───── PROVIDED INFORMATION

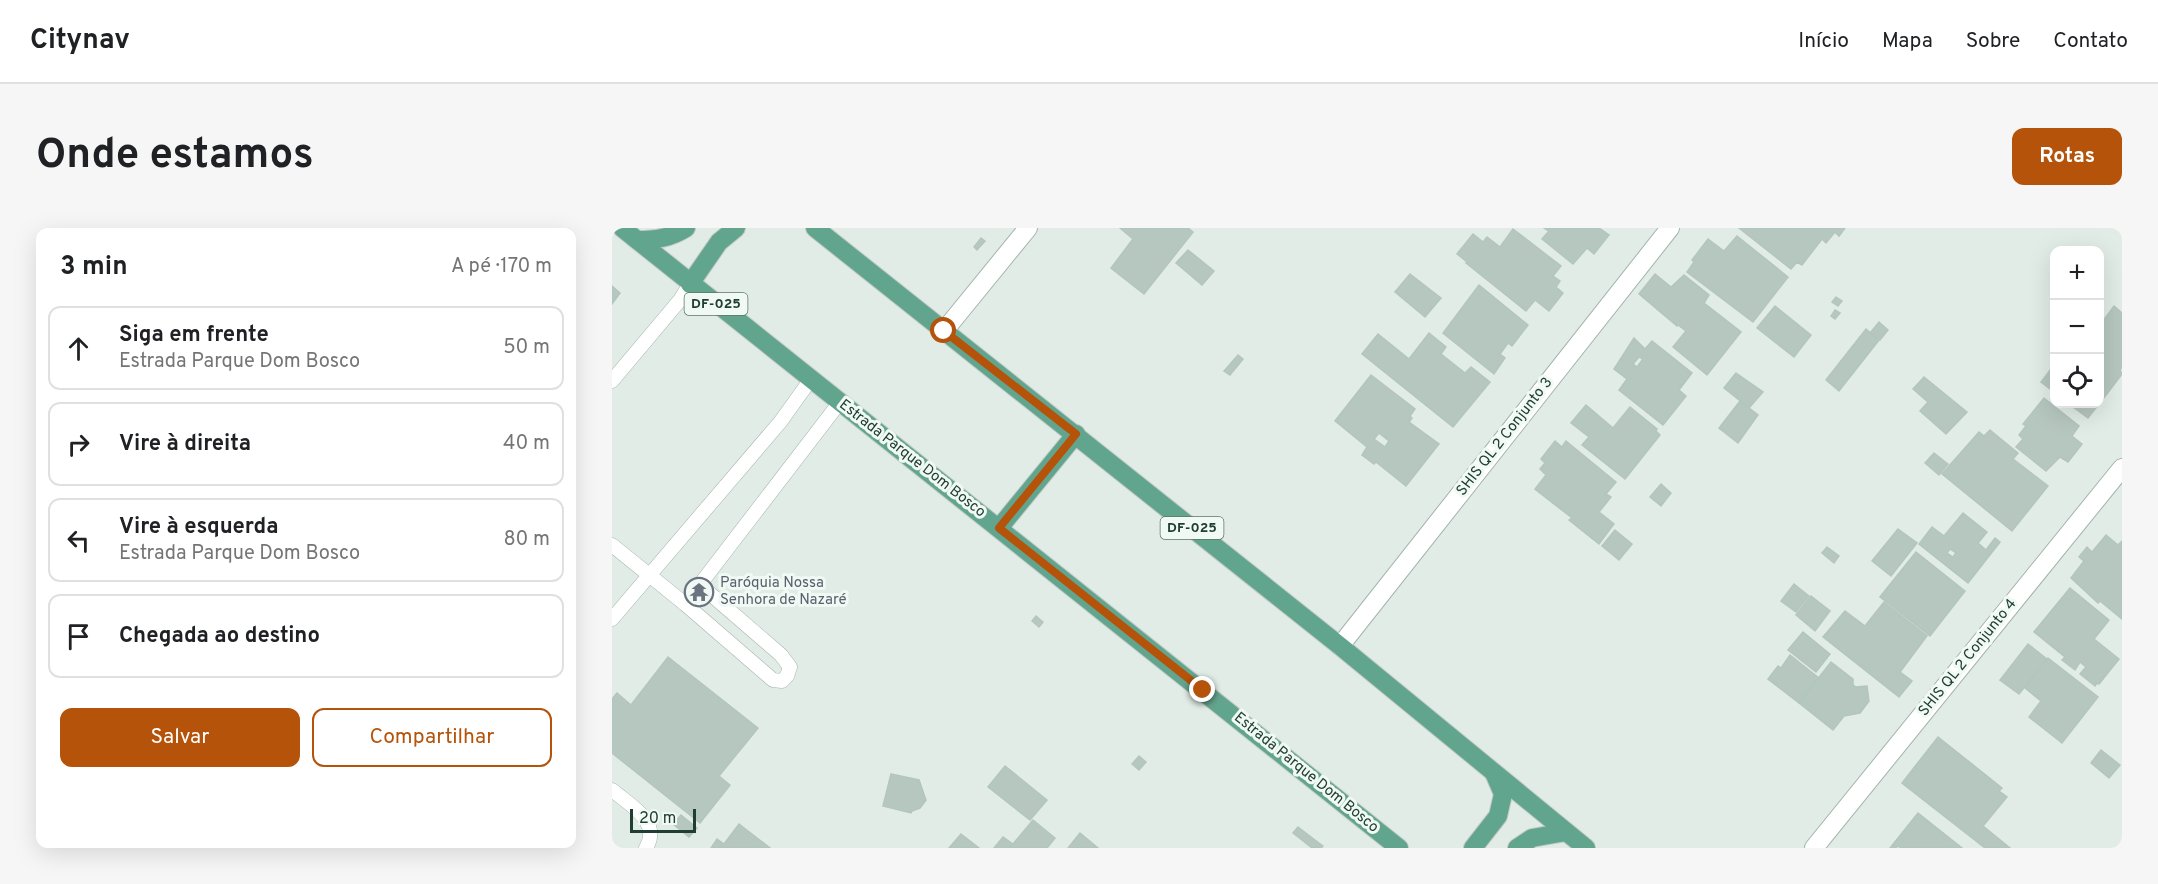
<!DOCTYPE html>
<html lang="pt">
<meta charset="utf-8">
<style>
:root{--surface:#fff;--page:#f6f6f6;--text:#202124;--muted:#757577;--line:#e0e0e0;--accent:#b45309}
body{margin:0;font-family:Overpass,sans-serif;background:var(--page);color:var(--text)}
.controls{position:absolute;right:18px;top:18px;display:grid;overflow:hidden;border-radius:12px;box-shadow:0 6px 24px #0002}
.controls button{width:54px;height:54px;display:grid;place-items:center;padding:0;border:0;border-bottom:2px solid var(--line);background:var(--surface);color:var(--text);font:30px sans-serif}
.scale{position:absolute;left:18px;bottom:15px;width:66px;box-sizing:border-box;padding-left:6px;border:3px solid #203e33;border-top:0;font-size:16px;line-height:21px;white-space:nowrap;color:#203e33;-webkit-text-stroke:4px #f1f9f4;paint-order:stroke}
.stop{position:absolute;width:18px;height:18px;margin:-14px;border:4px solid #b45309;border-radius:50%;background:#fff}
.stop.end{background:#b45309;border-color:#fff;box-shadow:0 2px 6px #0008}
.list{margin:0;padding:0;list-style:none}
h2{display:flex;justify-content:space-between;align-items:center;height:78px;margin:0;padding:0 24px;font-size:26px}
h2 small{font-size:20px;font-weight:400;color:var(--muted)}
.list li{display:grid;grid-template-columns:39px 1fr auto;gap:18px;align-items:center;box-sizing:border-box;height:84px;margin:0 12px 12px;padding:0 12px;border:2px solid var(--line);border-radius:12px}
.list b{display:block;font-size:22px;white-space:nowrap}
.list p{margin:0;font-size:20px;white-space:nowrap;color:var(--muted)}
.list em{font-size:20px;font-style:normal;color:var(--muted)}
.actions{display:flex;gap:12px;padding:18px 24px}
.actions a{flex:1;padding:14px 0;border:2px solid var(--accent);border-radius:12px;text-align:center;font-size:21px;color:var(--accent)}
.actions .main{background:var(--accent);color:#fff}
.icon{flex:none;width:33px;height:33px;fill:none;stroke:currentColor;stroke-width:2;stroke-linecap:round;stroke-linejoin:round}
.map{position:relative;flex:none;width:1510px;height:620px;overflow:hidden;border-radius:12px}
header{display:flex;align-items:center;gap:36px;box-sizing:border-box;height:84px;padding:0 30px;background:var(--surface);border-bottom:2px solid var(--line)}
header strong{font-size:28px}
nav{display:flex;gap:33px;margin-inline-start:auto;font-size:21px}
.intro{display:flex;align-items:center;justify-content:space-between;box-sizing:border-box;height:144px;padding:0 36px}
h1{margin:0;font-size:42px}
.button{padding:15px 27px;border-radius:12px;background:var(--accent);color:#fff;font-size:21px;font-weight:700}
main{display:flex;gap:36px;padding:0 36px}
aside{flex:1;background:var(--surface);border-radius:12px;box-shadow:0 6px 24px #0002}
.map>svg:first-child{display:block}
</style>
<header>
<strong>Citynav</strong>
<nav><a>Início</a><a>Mapa</a><a>Sobre</a><a>Contato</a></nav>
</header>
<div class="intro"><h1>Onde estamos</h1><a class="button">Rotas</a></div>
<main>
<aside>
<h2>3 min<small>A pé · 170 m</small></h2>
<ul class="list">
<li><svg class="icon" aria-label="ahead" viewBox="0 0 24 24"><path d="M12 20V5M6 11l6-6 6 6"/></svg><div><b>Siga em frente</b><p>Estrada Parque Dom Bosco</p></div><em>50 m</em></li>
<li><svg class="icon" aria-label="right" viewBox="0 0 24 24"><path d="M7 20v-9h11M14 6l5 5-5 5"/></svg><div><b>Vire à direita</b></div><em>40 m</em></li>
<li><svg class="icon" aria-label="left" viewBox="0 0 24 24"><path d="M17 20v-9H6M10 6l-5 5 5 5"/></svg><div><b>Vire à esquerda</b><p>Estrada Parque Dom Bosco</p></div><em>80 m</em></li>
<li><svg class="icon" aria-label="arrive" viewBox="0 0 24 24"><path d="M6 21V4h12l-3 4 3 4H6"/></svg><div><b>Chegada ao destino</b></div></li>
</ul>
<div class="actions"><a class="main">Salvar</a><a>Compartilhar</a></div>
</aside>
<div class="map">
<svg width="1510" height="620" viewBox="0 0 1510 620">
<rect width="100%" height="100%" fill="#e1ece6"/>
<g fill="#b6c7bf" stroke="#b3c6bd" stroke-width="1.5" fill-rule="evenodd">
<polygon points="508,0 576,0 581,4 532,66 499,40 521,11"/>
<polygon points="932,0 987,0 997,7 982,26 975,20 961,36 930,11 937,3"/>
<polygon points="1127,0 1233,0 1227,8 1223,4 1214,15 1210,11 1190,37 1185,34 1179,41"/>
<polygon points="901,1 949,38 941,48 948,53 944,59 951,65 937,83 923,72 914,83 854,35 855,34 845,26 861,6 871,14 875,9 888,19"/>
<polygon points="1125,8 1176,49 1141,94 1075,44 1082,34 1080,32 1096,11 1112,23"/>
<polygon points="369,10 373,13 365,22 362,19"/>
<polygon points="576,22 602,43 590,57 564,35"/>
<polygon points="798,46 829,70 813,89 783,64"/>
<polygon points="1043,46 1059,59 1072,47 1097,67 1092,75 1129,104 1095,147 1061,119 1074,103 1066,97 1065,98 1027,66"/>
<polygon points="867,57 916,97 900,118 896,115 888,126 893,130 882,146 831,105"/>
<polygon points="0,58 8,65 0,76"/>
<polygon points="1224,69 1230,73 1226,78 1220,74"/>
<polygon points="1163,78 1199,107 1182,129 1145,100"/>
<polygon points="1502,78 1510,85 1510,139 1508,142 1510,146 1488,175 1488,97"/>
<polygon points="1223,82 1228,85 1223,91 1219,88"/>
<polygon points="1267,94 1276,102 1268,112 1258,105"/>
<polygon points="1254,101 1267,112 1227,163 1214,152"/>
<polygon points="817,105 834,119 829,126 853,145 859,139 878,154 841,199 750,126 766,106 797,131"/>
<path d="M 1022,110 L 1033,121 L 1040,113 L 1080,145 L 1067,162 L 1074,168 L 1051,197 L 1007,162 L 1015,151 L 1002,141 ZM 1027,129 L 1031,131 L 1025,139 L 1021,136 Z"/>
<polygon points="626,127 631,131 618,147 612,143"/>
<polygon points="1442,137 1442,164 1429,154"/>
<polygon points="1124,145 1151,164 1137,180 1112,160"/>
<path d="M 759,147 L 803,181 L 798,188 L 800,190 L 797,194 L 827,216 L 794,258 L 764,234 L 762,236 L 750,227 L 755,219 L 723,193 ZM 767,205 L 777,213 L 773,219 L 762,211 Z"/>
<polygon points="1312,149 1355,184 1334,206 1308,183 1316,174 1301,161"/>
<polygon points="1432,170 1467,198 1460,208 1470,216 1456,234 1448,229 1434,243 1404,219 1411,211 1407,207 1414,198 1411,196"/>
<polygon points="1128,173 1146,187 1126,215 1107,200"/>
<polygon points="1457,176 1487,176 1476,190"/>
<polygon points="974,177 1001,200 1018,179 1045,201 1044,203 1048,207 1013,251 970,217 977,209 959,195"/>
<polygon points="1378,202 1406,225 1401,231 1436,258 1400,303 1330,246 1367,204 1372,208"/>
<polygon points="943,213 950,219 954,213 1004,254 994,266 999,269 987,284 1002,296 987,316 957,292 960,290 923,261 934,247 928,241 933,235 929,231"/>
<polygon points="1322,225 1336,236 1327,247 1313,235"/>
<polygon points="1049,256 1059,265 1049,278 1038,269"/>
<path d="M 1351,285 L 1375,304 L 1366,315 L 1374,322 L 1383,310 L 1388,314 L 1356,355 L 1307,316 L 1320,299 L 1332,308 ZM 1338,321 L 1344,325 L 1341,329 L 1335,325 Z"/>
<polygon points="1286,301 1305,315 1279,348 1260,333"/>
<polygon points="1003,302 1020,316 1007,332 990,318"/>
<polygon points="1494,307 1506,317 1510,313 1510,391 1488,373 1486,375 1459,350 1472,333 1467,329 1475,319 1480,324"/>
<polygon points="1215,319 1227,328 1222,335 1210,325"/>
<polygon points="1304,324 1353,363 1318,408 1268,369"/>
<polygon points="1182,356 1197,368 1184,384 1169,373"/>
<polygon points="1458,360 1497,392 1482,411 1507,431 1487,456 1485,455 1483,458 1468,446 1474,439 1468,434 1463,442 1450,432 1453,429 1422,404"/>
<polygon points="1199,368 1218,383 1203,403 1184,387"/>
<polygon points="1272,374 1315,408 1288,444 1300,453 1287,469 1211,409 1233,383 1253,398"/>
<polygon points="424,388 431,394 427,399 420,393"/>
<polygon points="1191,404 1218,426 1204,444 1176,422"/>
<polygon points="1416,416 1435,431 1407,466 1388,452"/>
<polygon points="1178,427 1207,450 1187,475 1156,451 1166,438 1169,440"/>
<polygon points="56,429 146,500 107,548 118,557 88,595 0,525 0,471 5,465 19,477"/>
<polygon points="1436,430 1486,469 1450,515 1417,489 1429,473 1413,460"/>
<polygon points="1219,434 1241,451 1241,457 1244,459 1255,458 1257,473 1248,485 1232,488 1221,502 1187,475"/>
<polygon points="1326,509 1390,560 1387,563 1395,569 1371,598 1398,620 1373,620 1290,555"/>
<polygon points="1489,522 1508,537 1497,550 1479,535"/>
<polygon points="527,528 534,534 527,542 520,536"/>
<polygon points="393,538 435,572 418,592 376,559"/>
<polygon points="279,546 307,552 314,572 308,580 300,583 299,585 271,578"/>
<polygon points="1306,585 1350,620 1289,620 1286,618 1284,620 1278,620"/>
<polygon points="69,587 85,600 77,609 61,596"/>
<polygon points="421,592 443,610 435,620 382,620 391,609 401,616"/>
<polygon points="127,596 158,620 99,620 105,611 112,616"/>
<polygon points="686,599 703,612 711,618 709,620 700,620 681,605"/>
<polygon points="468,605 486,620 456,620"/>
<polygon points="349,606 367,620 337,620"/>
</g>
<g fill="none" stroke-linecap="round" stroke-linejoin="round">
<g stroke="#a3b4ad" stroke-width="15">
<g id="service">
<polyline points="0,153 68,72 78,56"/>
<polyline points="0,317 73,376 161,452 170,453 175,448 178,439 169,427 88,357"/>
<polyline points="73,376 228,174"/>
<polyline points="0,391 169,193 199,151"/>
<path d="M 0,562 C 18,577 50,594 34,620"/>
</g>
</g>
<g stroke="#a3b4ad" stroke-width="20">
<g id="minor">
<polyline points="332,103 416,0"/>
<polyline points="728,418 1058,0"/>
<polyline points="1202,620 1510,240"/>
</g>
</g>
<g stroke="#c1c9c6" stroke-width="20">
<g id="primary">
<polyline points="10,0 787,620"/>
<polyline points="203,0 728,418 974,620"/>
<path d="M 25,12 C 44,12 58,10 74,0"/>
<polyline points="78,56 107,14 124,0"/>
<polyline points="387,300 464,206"/>
<polyline points="861,620 886,588 891,566 882,545"/>
<polyline points="905,620 920,610 954,604"/>
</g>
</g>
<use href="#service" stroke="#fff" stroke-width="14"/>
<use href="#minor" stroke="#fff" stroke-width="18"/>
<use href="#primary" stroke="#62a58e" stroke-width="18"/>
</g>
<g fill="none" stroke-linecap="round" stroke-linejoin="round">
<polyline stroke="#b45309" stroke-width="8" points="332,103 464,206 387,300 591,462"/>
</g>
<defs>
<g id="temple-ring" transform="scale(1.5)"><circle r="9.5" fill="#f1f9f4" stroke="#6b7280" stroke-width="1.5"/><path d="M0-6L5-2H3V0L6.5 2.5H4V6H1.5V3h-3V6H-4V2.5H-6.5L-3 0V-2H-5Z" fill="#6b7280"/></g>
</defs>
<g fill-rule="evenodd">
<use href="#temple-ring" x="87" y="364"/>
</g>
<g text-anchor="middle" dominant-baseline="central" stroke-width="6" stroke-linejoin="round" paint-order="stroke">
<g fill="#f1f9f4" stroke="#5f766d" stroke-width="1.5">
<rect x="72.5" y="65" width="63" height="22" rx="4.5"/>
<rect x="548.5" y="289" width="63" height="22" rx="4.5"/>
</g>
<g font-size="14" font-weight="bold" fill="#203e33">
<text x="104" y="76">DF-025</text>
<text x="580" y="300">DF-025</text>
</g>
<g font-size="15" fill="#203e33" stroke="#f1f9f4">
<text transform="translate(893 209) rotate(-52)">SHIS QL 2 Conjunto 3</text>
<text transform="translate(300 231) rotate(38)">Estrada Parque Dom Bosco</text>
<text transform="translate(1356 430) rotate(-51)">SHIS QL 2 Conjunto 4</text>
<text transform="translate(694 545) rotate(39)">Estrada Parque Dom Bosco</text>
</g>
<g font-size="15" fill="#5b616d" stroke="#f1f9f4" text-anchor="start">
<text x="108" y="355">Paróquia Nossa<tspan x="108" dy="17">Senhora de Nazaré</tspan></text>
</g>
</g>
</svg>
<div class="controls">
<button>+</button>
<button>−</button>
<button><svg class="icon" aria-label="locate" viewBox="0 0 24 24"><circle cx="12" cy="12" r="6"/><path d="M12 2v4M12 18v4M2 12h4M18 12h4"/></svg></button>
</div>
<div class="scale">20 m</div>
<div class="stop" style="left:332px;top:103px"></div>
<div class="stop end" style="left:591px;top:462px"></div>
</div>
</main>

──────────

§ WHAT TO DO:
All lines above from the one holding "<nav><a>Início" to the one holding "1233,0 1227,8 1223,4", inclusive, are to be copied exactly; no other line is wanted.

§ ANSWER TO THE EXERCISE:
<nav><a>Início</a><a>Mapa</a><a>Sobre</a><a>Contato</a></nav>
</header>
<div class="intro"><h1>Onde estamos</h1><a class="button">Rotas</a></div>
<main>
<aside>
<h2>3 min<small>A pé · 170 m</small></h2>
<ul class="list">
<li><svg class="icon" aria-label="ahead" viewBox="0 0 24 24"><path d="M12 20V5M6 11l6-6 6 6"/></svg><div><b>Siga em frente</b><p>Estrada Parque Dom Bosco</p></div><em>50 m</em></li>
<li><svg class="icon" aria-label="right" viewBox="0 0 24 24"><path d="M7 20v-9h11M14 6l5 5-5 5"/></svg><div><b>Vire à direita</b></div><em>40 m</em></li>
<li><svg class="icon" aria-label="left" viewBox="0 0 24 24"><path d="M17 20v-9H6M10 6l-5 5 5 5"/></svg><div><b>Vire à esquerda</b><p>Estrada Parque Dom Bosco</p></div><em>80 m</em></li>
<li><svg class="icon" aria-label="arrive" viewBox="0 0 24 24"><path d="M6 21V4h12l-3 4 3 4H6"/></svg><div><b>Chegada ao destino</b></div></li>
</ul>
<div class="actions"><a class="main">Salvar</a><a>Compartilhar</a></div>
</aside>
<div class="map">
<svg width="1510" height="620" viewBox="0 0 1510 620">
<rect width="100%" height="100%" fill="#e1ece6"/>
<g fill="#b6c7bf" stroke="#b3c6bd" stroke-width="1.5" fill-rule="evenodd">
<polygon points="508,0 576,0 581,4 532,66 499,40 521,11"/>
<polygon points="932,0 987,0 997,7 982,26 975,20 961,36 930,11 937,3"/>
<polygon points="1127,0 1233,0 1227,8 1223,4 1214,15 1210,11 1190,37 1185,34 1179,41"/>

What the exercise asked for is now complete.